[Collected data entries]

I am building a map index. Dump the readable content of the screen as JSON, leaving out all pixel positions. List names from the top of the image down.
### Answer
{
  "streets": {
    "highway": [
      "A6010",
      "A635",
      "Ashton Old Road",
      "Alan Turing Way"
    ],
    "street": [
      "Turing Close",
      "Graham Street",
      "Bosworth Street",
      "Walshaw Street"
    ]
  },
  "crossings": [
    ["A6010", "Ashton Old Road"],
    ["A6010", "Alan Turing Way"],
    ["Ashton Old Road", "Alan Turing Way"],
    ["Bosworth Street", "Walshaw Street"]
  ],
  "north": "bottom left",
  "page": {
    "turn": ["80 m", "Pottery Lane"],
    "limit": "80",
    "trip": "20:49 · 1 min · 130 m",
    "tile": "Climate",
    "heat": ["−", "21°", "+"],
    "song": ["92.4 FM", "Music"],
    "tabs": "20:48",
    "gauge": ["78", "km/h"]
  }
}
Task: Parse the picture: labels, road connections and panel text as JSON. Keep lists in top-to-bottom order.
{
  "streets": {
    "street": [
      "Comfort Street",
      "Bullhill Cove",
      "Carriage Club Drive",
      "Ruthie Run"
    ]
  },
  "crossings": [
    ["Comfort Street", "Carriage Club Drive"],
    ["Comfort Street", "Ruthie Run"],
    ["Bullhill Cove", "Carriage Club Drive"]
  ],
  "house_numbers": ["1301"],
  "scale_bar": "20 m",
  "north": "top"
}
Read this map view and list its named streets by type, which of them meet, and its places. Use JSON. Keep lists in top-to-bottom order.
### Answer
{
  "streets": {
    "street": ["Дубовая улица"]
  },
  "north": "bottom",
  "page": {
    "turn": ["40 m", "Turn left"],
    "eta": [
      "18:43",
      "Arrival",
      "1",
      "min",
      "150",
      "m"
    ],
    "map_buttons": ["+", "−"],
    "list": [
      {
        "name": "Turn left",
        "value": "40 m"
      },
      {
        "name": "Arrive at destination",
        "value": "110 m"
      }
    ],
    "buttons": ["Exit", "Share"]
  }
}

__Your instructions__: This exercise requires all the entries to be written out again exactly.

__Answer to the problem__:
I am building a map index. Dump the readable content of the screen as JSON, leaving out all pixel positions. List names from the top of the image down.
### Answer
{
  "streets": {
    "highway": [
      "A6010",
      "A635",
      "Ashton Old Road",
      "Alan Turing Way"
    ],
    "street": [
      "Turing Close",
      "Graham Street",
      "Bosworth Street",
      "Walshaw Street"
    ]
  },
  "crossings": [
    ["A6010", "Ashton Old Road"],
    ["A6010", "Alan Turing Way"],
    ["Ashton Old Road", "Alan Turing Way"],
    ["Bosworth Street", "Walshaw Street"]
  ],
  "north": "bottom left",
  "page": {
    "turn": ["80 m", "Pottery Lane"],
    "limit": "80",
    "trip": "20:49 · 1 min · 130 m",
    "tile": "Climate",
    "heat": ["−", "21°", "+"],
    "song": ["92.4 FM", "Music"],
    "tabs": "20:48",
    "gauge": ["78", "km/h"]
  }
}
Task: Parse the picture: labels, road connections and panel text as JSON. Keep lists in top-to-bottom order.
{
  "streets": {
    "street": [
      "Comfort Street",
      "Bullhill Cove",
      "Carriage Club Drive",
      "Ruthie Run"
    ]
  },
  "crossings": [
    ["Comfort Street", "Carriage Club Drive"],
    ["Comfort Street", "Ruthie Run"],
    ["Bullhill Cove", "Carriage Club Drive"]
  ],
  "house_numbers": ["1301"],
  "scale_bar": "20 m",
  "north": "top"
}
Read this map view and list its named streets by type, which of them meet, and its places. Use JSON. Keep lists in top-to-bottom order.
### Answer
{
  "streets": {
    "street": ["Дубовая улица"]
  },
  "north": "bottom",
  "page": {
    "turn": ["40 m", "Turn left"],
    "eta": [
      "18:43",
      "Arrival",
      "1",
      "min",
      "150",
      "m"
    ],
    "map_buttons": ["+", "−"],
    "list": [
      {
        "name": "Turn left",
        "value": "40 m"
      },
      {
        "name": "Arrive at destination",
        "value": "110 m"
      }
    ],
    "buttons": ["Exit", "Share"]
  }
}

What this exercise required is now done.